Fast forward to 1994, and Dedé is now the oracle of the story of the Mirabal sisters. A friend encourages her to build her own life, to stop living in the past. Dedé insists that telling the story helps her understand. She recounts how the sisters’ husbands moved on with their lives, though Manolo died fighting in yet another revolution after Trujillo was assassinated by some of his own men. When Mamá died after guiding her grandchildren through their teenage years, Dede tells us the “list of losses” was complete. Dedé and Jaimito divorce, and Dedé survives breast cancer.

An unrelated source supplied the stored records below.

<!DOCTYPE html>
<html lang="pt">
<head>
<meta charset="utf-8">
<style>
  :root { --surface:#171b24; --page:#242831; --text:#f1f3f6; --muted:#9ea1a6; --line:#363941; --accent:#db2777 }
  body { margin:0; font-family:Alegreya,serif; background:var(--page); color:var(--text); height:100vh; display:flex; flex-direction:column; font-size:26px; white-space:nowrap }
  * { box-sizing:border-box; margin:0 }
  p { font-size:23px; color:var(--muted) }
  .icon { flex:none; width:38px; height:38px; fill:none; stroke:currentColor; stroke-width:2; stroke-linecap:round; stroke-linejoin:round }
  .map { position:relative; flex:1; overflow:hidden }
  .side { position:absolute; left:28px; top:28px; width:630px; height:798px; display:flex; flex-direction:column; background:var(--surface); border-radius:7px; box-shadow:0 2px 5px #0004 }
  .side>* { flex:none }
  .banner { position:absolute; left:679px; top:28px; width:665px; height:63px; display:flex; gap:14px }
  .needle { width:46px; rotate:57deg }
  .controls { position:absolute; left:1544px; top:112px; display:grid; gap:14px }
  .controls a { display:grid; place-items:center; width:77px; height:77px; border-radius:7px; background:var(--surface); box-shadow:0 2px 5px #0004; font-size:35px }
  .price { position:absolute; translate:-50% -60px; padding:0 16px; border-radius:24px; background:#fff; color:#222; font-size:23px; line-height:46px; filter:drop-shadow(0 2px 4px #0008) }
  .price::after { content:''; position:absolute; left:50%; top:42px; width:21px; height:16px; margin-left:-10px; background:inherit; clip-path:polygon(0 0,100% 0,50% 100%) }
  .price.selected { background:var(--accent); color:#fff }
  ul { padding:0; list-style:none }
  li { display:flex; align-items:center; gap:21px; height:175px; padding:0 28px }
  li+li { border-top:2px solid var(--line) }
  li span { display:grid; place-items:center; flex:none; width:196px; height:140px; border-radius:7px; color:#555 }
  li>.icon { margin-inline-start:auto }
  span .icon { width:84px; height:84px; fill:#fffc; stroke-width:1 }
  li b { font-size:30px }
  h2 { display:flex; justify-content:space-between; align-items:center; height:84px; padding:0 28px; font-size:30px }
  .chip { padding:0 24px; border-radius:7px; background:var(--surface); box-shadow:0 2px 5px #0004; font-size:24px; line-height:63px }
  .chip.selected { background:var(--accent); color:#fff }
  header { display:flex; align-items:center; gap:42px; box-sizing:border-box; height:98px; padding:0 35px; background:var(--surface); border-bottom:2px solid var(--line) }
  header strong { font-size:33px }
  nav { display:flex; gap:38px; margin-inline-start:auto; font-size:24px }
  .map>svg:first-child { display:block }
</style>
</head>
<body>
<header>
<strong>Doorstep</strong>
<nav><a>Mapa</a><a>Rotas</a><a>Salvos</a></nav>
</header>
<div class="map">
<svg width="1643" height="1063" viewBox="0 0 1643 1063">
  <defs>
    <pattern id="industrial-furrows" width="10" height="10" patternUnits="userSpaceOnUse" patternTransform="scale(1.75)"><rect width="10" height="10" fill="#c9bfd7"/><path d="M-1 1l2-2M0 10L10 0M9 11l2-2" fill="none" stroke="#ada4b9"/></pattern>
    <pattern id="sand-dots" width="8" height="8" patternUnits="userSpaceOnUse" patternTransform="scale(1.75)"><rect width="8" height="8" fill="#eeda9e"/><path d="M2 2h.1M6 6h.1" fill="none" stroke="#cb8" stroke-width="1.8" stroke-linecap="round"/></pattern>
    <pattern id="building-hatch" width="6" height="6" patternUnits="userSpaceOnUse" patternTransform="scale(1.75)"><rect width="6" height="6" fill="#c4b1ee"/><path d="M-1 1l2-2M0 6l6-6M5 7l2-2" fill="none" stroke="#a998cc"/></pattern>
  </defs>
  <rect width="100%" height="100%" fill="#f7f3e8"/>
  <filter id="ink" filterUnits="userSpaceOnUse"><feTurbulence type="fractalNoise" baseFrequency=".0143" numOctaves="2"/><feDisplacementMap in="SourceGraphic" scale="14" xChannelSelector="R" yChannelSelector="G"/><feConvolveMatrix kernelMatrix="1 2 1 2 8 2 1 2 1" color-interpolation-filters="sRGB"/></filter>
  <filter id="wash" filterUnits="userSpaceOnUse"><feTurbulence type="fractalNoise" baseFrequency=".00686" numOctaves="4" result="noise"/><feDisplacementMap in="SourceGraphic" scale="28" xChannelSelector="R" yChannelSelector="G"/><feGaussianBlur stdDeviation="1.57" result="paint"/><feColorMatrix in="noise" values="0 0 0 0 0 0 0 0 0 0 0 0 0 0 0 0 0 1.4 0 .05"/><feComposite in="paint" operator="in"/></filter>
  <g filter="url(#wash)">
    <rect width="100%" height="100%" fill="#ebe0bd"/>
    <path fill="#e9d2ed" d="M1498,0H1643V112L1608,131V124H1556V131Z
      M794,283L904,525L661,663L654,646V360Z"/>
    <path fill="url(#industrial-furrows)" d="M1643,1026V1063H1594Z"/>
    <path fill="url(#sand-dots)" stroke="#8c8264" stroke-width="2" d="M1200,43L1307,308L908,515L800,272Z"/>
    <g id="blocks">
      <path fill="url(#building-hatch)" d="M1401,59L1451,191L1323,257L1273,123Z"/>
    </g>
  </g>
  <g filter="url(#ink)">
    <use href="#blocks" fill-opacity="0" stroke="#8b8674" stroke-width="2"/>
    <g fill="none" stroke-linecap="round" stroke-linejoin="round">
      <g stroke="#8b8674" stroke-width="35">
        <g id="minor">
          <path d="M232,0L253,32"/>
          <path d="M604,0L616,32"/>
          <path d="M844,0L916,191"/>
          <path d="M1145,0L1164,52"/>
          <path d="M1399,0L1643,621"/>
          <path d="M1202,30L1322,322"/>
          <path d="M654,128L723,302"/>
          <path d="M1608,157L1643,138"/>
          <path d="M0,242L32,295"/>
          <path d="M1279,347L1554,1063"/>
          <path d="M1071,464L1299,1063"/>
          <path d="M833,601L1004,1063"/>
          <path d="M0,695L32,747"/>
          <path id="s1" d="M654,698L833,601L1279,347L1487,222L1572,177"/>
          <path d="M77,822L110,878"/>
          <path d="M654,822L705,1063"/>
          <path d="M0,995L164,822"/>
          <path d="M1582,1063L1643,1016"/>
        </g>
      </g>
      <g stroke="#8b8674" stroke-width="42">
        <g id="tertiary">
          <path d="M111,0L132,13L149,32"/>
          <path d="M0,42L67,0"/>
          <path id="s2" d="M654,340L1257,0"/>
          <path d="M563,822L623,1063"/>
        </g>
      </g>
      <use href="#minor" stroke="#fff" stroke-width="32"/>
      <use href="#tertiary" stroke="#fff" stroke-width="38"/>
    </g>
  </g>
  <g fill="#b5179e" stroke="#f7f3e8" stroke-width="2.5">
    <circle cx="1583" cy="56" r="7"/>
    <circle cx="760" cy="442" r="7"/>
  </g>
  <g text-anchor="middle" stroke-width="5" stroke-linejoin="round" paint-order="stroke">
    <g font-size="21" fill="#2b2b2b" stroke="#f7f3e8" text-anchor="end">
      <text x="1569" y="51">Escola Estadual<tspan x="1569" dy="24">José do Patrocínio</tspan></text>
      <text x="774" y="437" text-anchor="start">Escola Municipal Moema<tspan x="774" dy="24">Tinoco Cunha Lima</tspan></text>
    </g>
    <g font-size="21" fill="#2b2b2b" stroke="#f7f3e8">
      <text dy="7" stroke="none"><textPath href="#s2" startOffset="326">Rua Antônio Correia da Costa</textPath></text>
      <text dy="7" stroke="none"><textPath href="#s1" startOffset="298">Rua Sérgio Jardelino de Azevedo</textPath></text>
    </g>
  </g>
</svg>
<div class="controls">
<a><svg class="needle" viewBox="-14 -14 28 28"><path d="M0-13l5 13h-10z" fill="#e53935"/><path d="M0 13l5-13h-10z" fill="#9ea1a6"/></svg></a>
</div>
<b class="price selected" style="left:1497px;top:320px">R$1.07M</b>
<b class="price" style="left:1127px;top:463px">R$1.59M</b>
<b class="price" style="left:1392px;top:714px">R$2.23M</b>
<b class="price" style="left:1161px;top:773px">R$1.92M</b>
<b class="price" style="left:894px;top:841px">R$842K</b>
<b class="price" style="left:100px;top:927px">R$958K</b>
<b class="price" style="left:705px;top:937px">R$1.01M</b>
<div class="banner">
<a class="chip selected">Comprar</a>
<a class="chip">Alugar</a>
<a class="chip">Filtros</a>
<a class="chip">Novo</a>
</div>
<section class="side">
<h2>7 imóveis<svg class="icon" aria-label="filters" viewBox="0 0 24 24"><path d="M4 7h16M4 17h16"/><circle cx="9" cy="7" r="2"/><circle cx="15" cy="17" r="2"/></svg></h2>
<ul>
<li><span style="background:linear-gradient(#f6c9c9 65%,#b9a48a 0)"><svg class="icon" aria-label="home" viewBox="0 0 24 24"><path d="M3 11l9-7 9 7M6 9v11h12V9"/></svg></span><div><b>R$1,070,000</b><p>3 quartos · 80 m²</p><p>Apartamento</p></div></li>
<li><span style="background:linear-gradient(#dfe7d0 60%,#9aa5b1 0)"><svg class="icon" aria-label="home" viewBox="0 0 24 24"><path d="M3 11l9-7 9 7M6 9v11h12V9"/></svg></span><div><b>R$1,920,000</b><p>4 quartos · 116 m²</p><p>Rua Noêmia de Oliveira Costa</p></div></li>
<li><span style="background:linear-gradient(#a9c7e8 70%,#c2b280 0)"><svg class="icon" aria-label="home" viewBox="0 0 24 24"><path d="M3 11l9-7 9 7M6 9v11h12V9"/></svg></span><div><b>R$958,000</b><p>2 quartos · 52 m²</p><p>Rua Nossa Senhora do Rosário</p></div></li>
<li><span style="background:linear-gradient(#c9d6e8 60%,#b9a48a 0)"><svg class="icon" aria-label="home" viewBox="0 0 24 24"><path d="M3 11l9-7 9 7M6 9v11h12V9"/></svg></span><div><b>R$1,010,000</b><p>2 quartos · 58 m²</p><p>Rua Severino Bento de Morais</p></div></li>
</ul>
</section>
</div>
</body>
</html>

As Dedé’s story comes its conclusion, she’s won another prize trip at work. On last year’s trip to Barcelona, she had met a man from Canada. So this year, she will travel to Canada to find him, to find love.
Analysis: Epilogue
The epilogue of the book tells the story of life after the assassination of the Butterflies—their transformation from real people to heroes and stories—using the theme of pilgrimage. In the beginning of the chapter, Dedé is visited in turn by all the people who saw her sisters on their last day of life and who witnessed their deaths. Jaimito tells her that her martyrdom is to be alive without her sisters, and hearing these stories seems to be part of the suffering that transforms her from just their sister to the keeper of their legacies, as if the pain of hearing the stories gives her a sanctity. The people who come are described as if on pilgrimage to a holy person or place, walking for many miles in some cases just to tell the story, as Dedé will now dedicate the rest of her life to telling it.
In this chapter, Dedé ties up the loose ends of the stories of the other family members by counting losses. Alvarez builds a counterpoint of the ephemeral things the coroner listed as found with the dead Butterflies, like purses and receipts and lottery tickets, with the deaths and desertions of the husbands of the sisters. This juxtaposition suggests that the objects are themselves only representative of the enormous loss of her sisters, a loss that sets in motion the loss of the family as a cohesive whole. Even when she presses her hand to her heart, she feels the foam taking the place of the breast she has lost to cancer.